Whenever you hear the term ‘Darwinian’ from anyone other than historians of science, assume the crash position; it’s going to get real ugly. There’s a lot here to correct (but we like helping!). First, evolutionary biologists do predict past states: whenever we reconstruct evolutionary histories (phylogenies), we reconstruct the ancestral past states. And if we have molecular data, we can often attach a rough estimate of time to those states. We certainly can get the order in which events occurred estimated reliably.

And:

But where Roberts goes off the rails is his statement that economists try to predict specifics and that’s impossible to do. I personally wouldn’t blame an economist who didn’t get the timing exactly right on the collapse of Big Shitpile.
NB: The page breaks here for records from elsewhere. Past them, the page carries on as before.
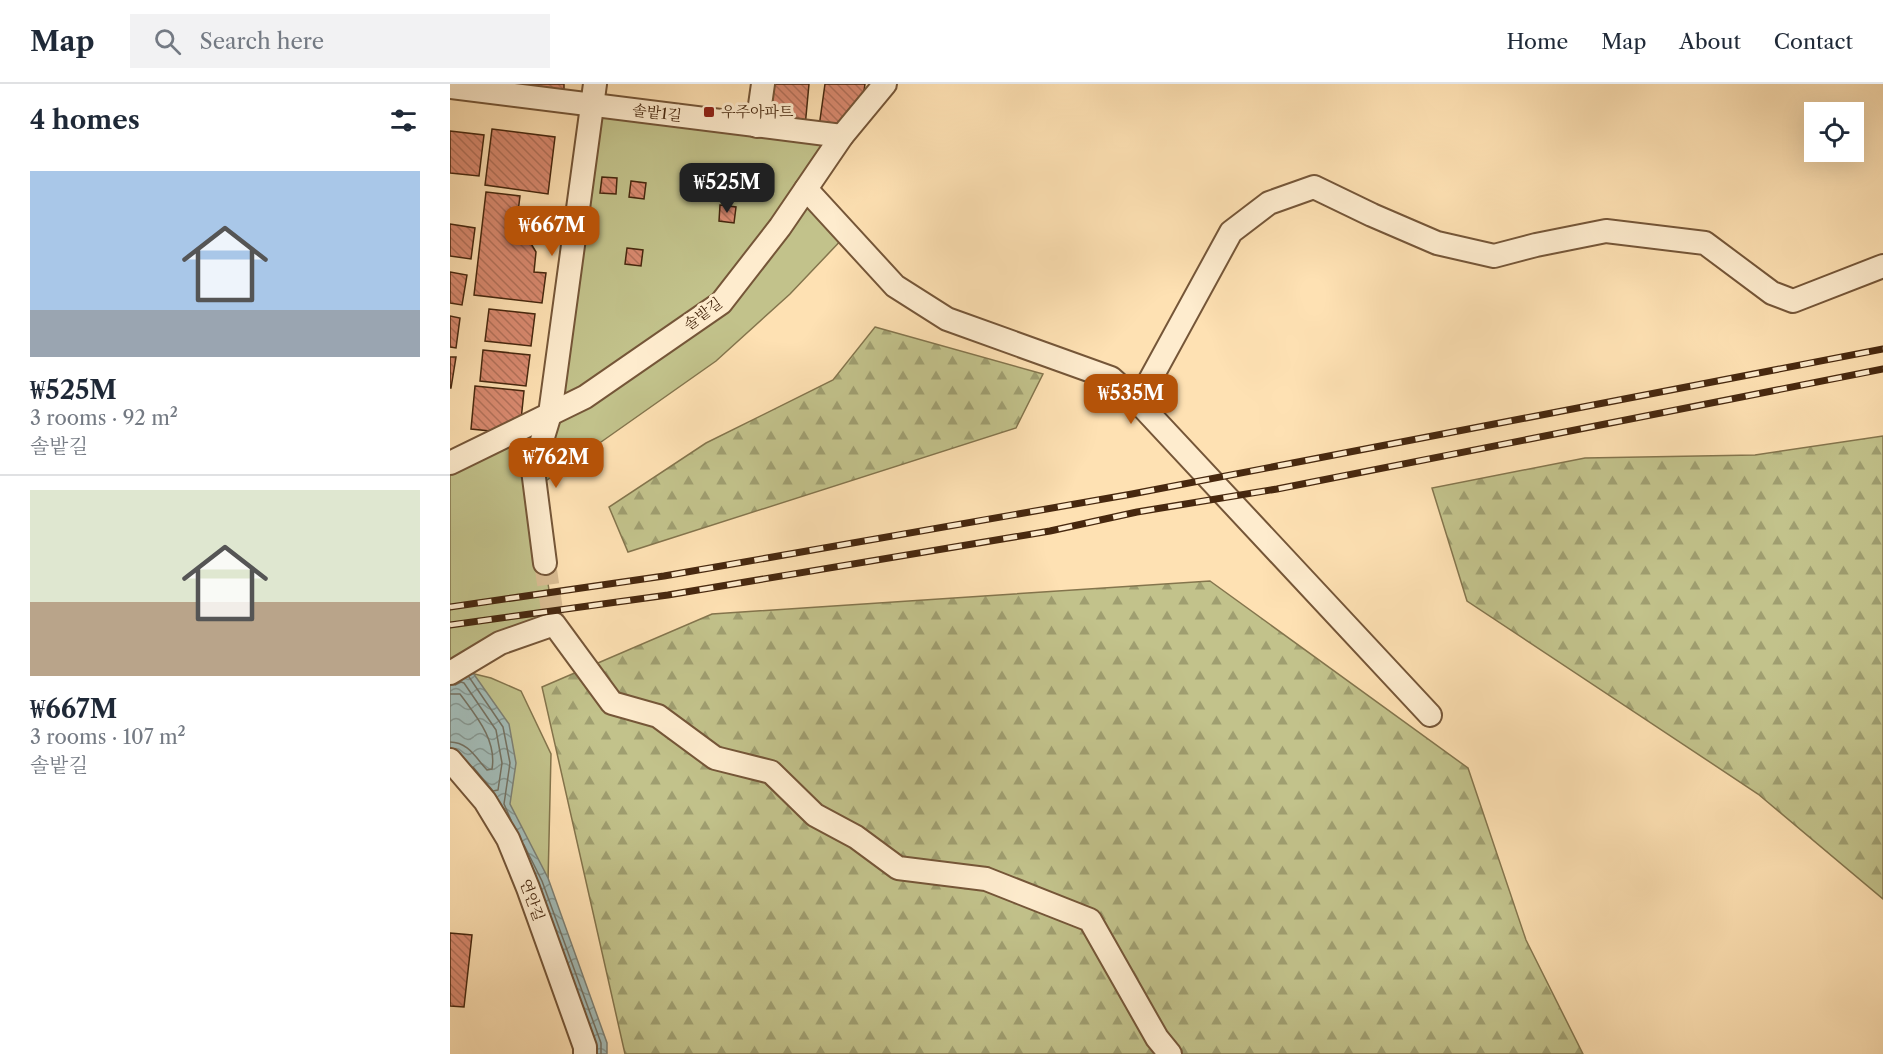 <!DOCTYPE html>
<html lang="en">
<head>
<meta charset="utf-8">
<style>
  :root { --surface:#fff; --page:#f2f2f3; --text:#1f2937; --muted:#747a83; --line:#e0e1e3; --accent:#b45309 }
  body { margin:0; font-family:"Libre Caslon Text","Noto Serif KR",serif; background:var(--page); color:var(--text); height:100vh; display:flex; flex-direction:column; font-size:22px; white-space:nowrap }
  * { box-sizing:border-box; margin:0 }
  p { font-size:20px; color:var(--muted) }
  .icon { flex:none; width:33px; height:33px; fill:none; stroke:currentColor; stroke-width:2; stroke-linecap:round; stroke-linejoin:round }
  .map { position:relative; flex:1; overflow:hidden }
  .sheet { display:flex; flex-direction:column; background:var(--surface); width:450px }
  .sheet>* { flex:none }
  .controls { position:absolute; left:1354px; top:18px; display:grid; gap:12px }
  .controls a { display:grid; place-items:center; width:60px; height:60px; border-radius:0px; background:var(--surface); box-shadow:0 6px 24px #0002; font-size:30px }
  .price { position:absolute; translate:-50% -51px; padding:0 14px; border-radius:12px; background:var(--accent); color:#fff; font-size:20px; line-height:39px; filter:drop-shadow(0 2px 3px #0008) }
  .price::after { content:''; position:absolute; left:50%; top:36px; width:18px; height:14px; margin-left:-9px; background:inherit; clip-path:polygon(0 0,100% 0,50% 100%) }
  .price.current { background:#222; color:#fff }
  ul { padding:0; list-style:none }
  li { display:grid; align-content:center; gap:12px; height:318px; padding:0 30px }
  li+li { border-top:2px solid var(--line) }
  li span { display:grid; place-items:center; height:186px; border-radius:0px; color:#555 }
  li>.icon { margin-inline-start:auto }
  span .icon { width:108px; height:108px; fill:#fffc; stroke-width:1 }
  li b { font-size:26px }
  h2 { display:flex; justify-content:space-between; align-items:center; height:72px; padding:0 30px; font-size:26px }
  header { display:flex; align-items:center; gap:36px; box-sizing:border-box; height:84px; padding:0 30px; background:var(--surface); border-bottom:2px solid var(--line) }
  header strong { font-size:28px }
  nav { display:flex; gap:33px; margin-inline-start:auto; font-size:21px }
  .search { width:420px; height:54px; background:var(--page); display:flex; align-items:center; gap:15px; box-sizing:border-box; padding:0 21px; border-radius:0px; color:var(--muted); font-size:22px }
  main { display:flex; flex:1; min-height:0 }
  .map>svg:first-child { display:block }
  .green { fill:#c2c28b; stroke:#84754d; stroke-width:1.5 }
  .forest { fill:url(#forest-firs); stroke:#84754d; stroke-width:1.5 }
  .water { fill:url(#water-waves); stroke:#7e8073; stroke-width:1.5 }
  .lines { fill:none; stroke-linecap:round; stroke-linejoin:round }
  .shore { stroke:#757262; stroke-width:1.5 }
  .building { fill:url(#building-back-hatch); stroke:#47280f; stroke-width:1.5 }
  .minor-tunnel { stroke:#d9bc92; stroke-width:22; stroke-dasharray:22 11; stroke-linecap:butt }
  .minor-casing { stroke:#755638; stroke-width:26 }
  .minor { stroke:#feecce; stroke-width:22 }
  .rail-casing { stroke:#47280f; stroke-width:7 }
  .rail { stroke:#feecce; stroke-width:4.5; stroke-dasharray:14; stroke-linecap:butt }
  .poi-dot { fill:#8f2418; stroke:#feecce; stroke-width:2 }
  .labels { text-anchor:middle; stroke-width:6; stroke-linejoin:round; paint-order:stroke }
  .poi-label { font-size:15px; fill:#47280f; stroke:#feecce; text-anchor:start }
  .street-label { font-size:15px; fill:#47280f; stroke:#feecce }
</style>
</head>
<body>
<header>
<strong>Map</strong>
<div class="search"><svg class="icon" aria-label="search" viewBox="0 0 24 24"><circle cx="10" cy="10" r="6"/><path d="M15 15l6 6"/></svg>Search here</div>
<nav><a>Home</a><a>Map</a><a>About</a><a>Contact</a></nav>
</header>
<main>
<section class="sheet">
<h2>4 homes<svg class="icon" aria-label="filters" viewBox="0 0 24 24"><path d="M4 7h16M4 17h16"/><circle cx="9" cy="7" r="2"/><circle cx="15" cy="17" r="2"/></svg></h2>
<ul>
<li><span style="background:linear-gradient(#a9c7e8 75%,#9aa5b1 0)"><svg class="icon" aria-label="home" viewBox="0 0 24 24"><path d="M3 11l9-7 9 7M6 9v11h12V9"/></svg></span><div><b>₩525M</b><p>3 rooms · 92 m²</p><p>솔밭길</p></div></li>
<li><span style="background:linear-gradient(#dfe7d0 60%,#b9a48a 0)"><svg class="icon" aria-label="home" viewBox="0 0 24 24"><path d="M3 11l9-7 9 7M6 9v11h12V9"/></svg></span><div><b>₩667M</b><p>3 rooms · 107 m²</p><p>솔밭길</p></div></li>
</ul>
</section>
<div class="map">
<svg width="1433" height="970" viewBox="0 0 1433 970">
  <defs>
    <pattern id="forest-firs" width="22" height="20" patternUnits="userSpaceOnUse" patternTransform="scale(1.5)"><rect width="22" height="20" fill="#c2c28b"/><path d="M5 1l3.5 6h-7zM16 11l3.5 6h-7z" fill="#9f9e70"/></pattern>
    <pattern id="water-waves" width="16" height="10" patternUnits="userSpaceOnUse" patternTransform="scale(1.5)"><rect width="16" height="10" fill="#a3bbb6"/><path d="M0 5q4-4 8 0t8 0" fill="none" stroke="#879892"/></pattern>
    <pattern id="building-back-hatch" width="6" height="6" patternUnits="userSpaceOnUse" patternTransform="scale(1.5)"><rect width="6" height="6" fill="#d98a70"/><path d="M-1 5l2 2M0 0l6 6M5-1l2 2" fill="none" stroke="#b2715a"/></pattern>
  </defs>
  <rect width="100%" height="100%" fill="#fee1b3"/>
  <filter id="stains"><feTurbulence type="fractalNoise" baseFrequency=".00333" numOctaves="4"/><feColorMatrix values="0 0 0 0 .2 0 0 0 0 .09 0 0 0 0 .02 0 0 0 .5 -.17"/></filter>
  <radialGradient id="worn" r=".72"><stop offset=".6" stop-color="#630" stop-opacity="0"/><stop offset="1" stop-color="#630" stop-opacity=".3"/></radialGradient>
  <g class="green">
    <polygon points="143,21 392,52 356,105 397,150 340,210 266,277 90,401 95,479 104,540 0,577 0,380 100,330"/>
    <polygon points="0,584 41,594 71,607 101,670 97,840"/>
  </g>
  <g class="forest">
    <polygon points="425,243 593,290 566,344 178,468 159,423 256,359 383,296"/>
    <polygon points="1433,352 1433,815 1308,710 1017,517 982,404 1135,374 1305,371"/>
    <polygon points="760,497 1018,684 1076,856 1133,970 175,970 92,603 262,530"/>
  </g>
  <polygon class="water" points="16,579 59,640 66,679 60,720 98,794 157,959 157,970 135,970 78,804 0,677 0,589"/>
  <g class="lines">
    <g class="shore">
      <polyline points="19,593 53,643 60,679 54,720 61,736"/>
      <polyline points="5,601 11,598 14,599 46,646 52,679 48,706 43,707 23,683"/>
      <path d="M0,610H10C26,632 47,656 42,685L37,686C26,674 18,658 0,658"/>
      <polyline points="74,761 92,797 151,959 151,970"/>
    </g>
  </g>
  <g class="building">
    <polygon points="68,0 114,0 114,9 67,5"/>
    <polygon points="322,0 359,0 355,43 319,32"/>
    <polygon points="375,0 415,0 413,14 389,46 369,43"/>
    <polygon points="42,45 105,53 98,110 35,101"/>
    <polygon points="0,47 34,51 29,92 0,89"/>
    <polygon points="152,93 167,94 166,110 150,109"/>
    <polygon points="181,97 196,99 194,115 179,113"/>
    <polygon points="36,108 70,112 67,136 86,168 84,188 96,189 92,219 24,211"/>
    <polygon points="270,121 286,123 284,139 269,137"/>
    <polygon points="0,140 25,144 21,175 0,172"/>
    <polygon points="177,164 193,166 191,182 175,180"/>
    <polygon points="0,188 17,191 12,221 0,219"/>
    <polygon points="39,225 85,230 81,262 35,257"/>
    <polygon points="0,232 10,234 6,264 0,263"/>
    <polygon points="33,266 80,271 76,302 30,297"/>
    <polygon points="0,273 6,273 1,304 0,304"/>
    <polygon points="25,302 74,307 71,336 50,348 21,345"/>
    <polygon points="0,849 22,851 14,923 0,922"/>
  </g>
  <g class="lines">
    <polyline class="minor-tunnel" points="95,479 104,540"/>
    <g class="minor-casing">
      <g id="minor">
        <polyline points="0,3 392,52"/>
        <polyline points="307,42 313,0"/>
        <polyline points="356,105 445,202 497,235 661,294 688,318 980,631"/>
        <polyline points="688,318 781,148 819,119 864,103 922,131 987,159 1044,172 1086,161 1156,147 1255,159 1322,209 1343,217 1433,182"/>
        <polyline points="0,379 135,313 271,219 330,143 392,52 435,0"/>
        <polyline points="95,479 83,386 100,330 145,0"/>
        <polyline points="0,589 50,559 104,540 162,619 208,632 265,674 321,688 365,731 406,753 448,784 536,795 640,836 707,954 720,970"/>
        <polyline points="0,676 35,717 58,755 78,804 135,963 135,970"/>
      </g>
    </g>
    <use href="#minor" class="minor"/>
    <g class="rail-casing">
      <g id="rail">
        <polyline points="0,523 214,492 682,410 1433,265"/>
        <polyline points="0,541 218,511 600,447 687,428 827,405 1433,285"/>
      </g>
    </g>
    <use href="#rail" class="rail"/>
  </g>
  <rect class="poi-dot" x="253" y="22" width="12" height="12" rx="3"/>
  <g class="labels">
    <g class="poi-label">
      <text x="271" y="33">우주아파트</text>
    </g>
    <g class="street-label">
      <text transform="translate(207 29) rotate(7)" y="5">솔밭1길</text>
      <text transform="translate(253 230) rotate(-37)" y="5">솔밭길</text>
      <text transform="translate(82 816) rotate(70)" y="5">연안길</text>
    </g>
  </g>
  <rect width="100%" height="100%" filter="url(#stains)"/>
  <rect width="100%" height="100%" fill="url(#worn)"/>
</svg>
<div class="controls">
<a><svg class="icon" aria-label="locate" viewBox="0 0 24 24"><circle cx="12" cy="12" r="6"/><path d="M12 2v4M12 18v4M2 12h4M18 12h4"/></svg></a>
</div>
<b class="price current" style="left:277px;top:130px">₩525M</b>
<b class="price" style="left:102px;top:173px">₩667M</b>
<b class="price" style="left:681px;top:341px">₩535M</b>
<b class="price" style="left:106px;top:405px">₩762M</b>
</div>
</main>
</body>
</html>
But what was disturbing was that very few economists–or at least those that interacted with the public–were saying that the combination of rapidly rising housing prices, high personal debt and stagnating wages were a disaster waiting to happen. Contrast that with how evolutionary biologists approached the problem of antibiotic resistance in bacteria. Bruce Levin and Frank Stewart published the first population genetics treatment of the evolution of resistance. In 1977.

Read it in full here.

By the way, once a week, Russ Roberts interviews an economist on economic issues, historical and contemporary. The interviews are normally interesting, even if one does not agree with some of the points that are raised. I made my Anthropology of Capitalism students listen to his discussion of Adam Smith’s The Theory of Moral Sentiments with Dan Klein, and the class discussion that followed was very interesting.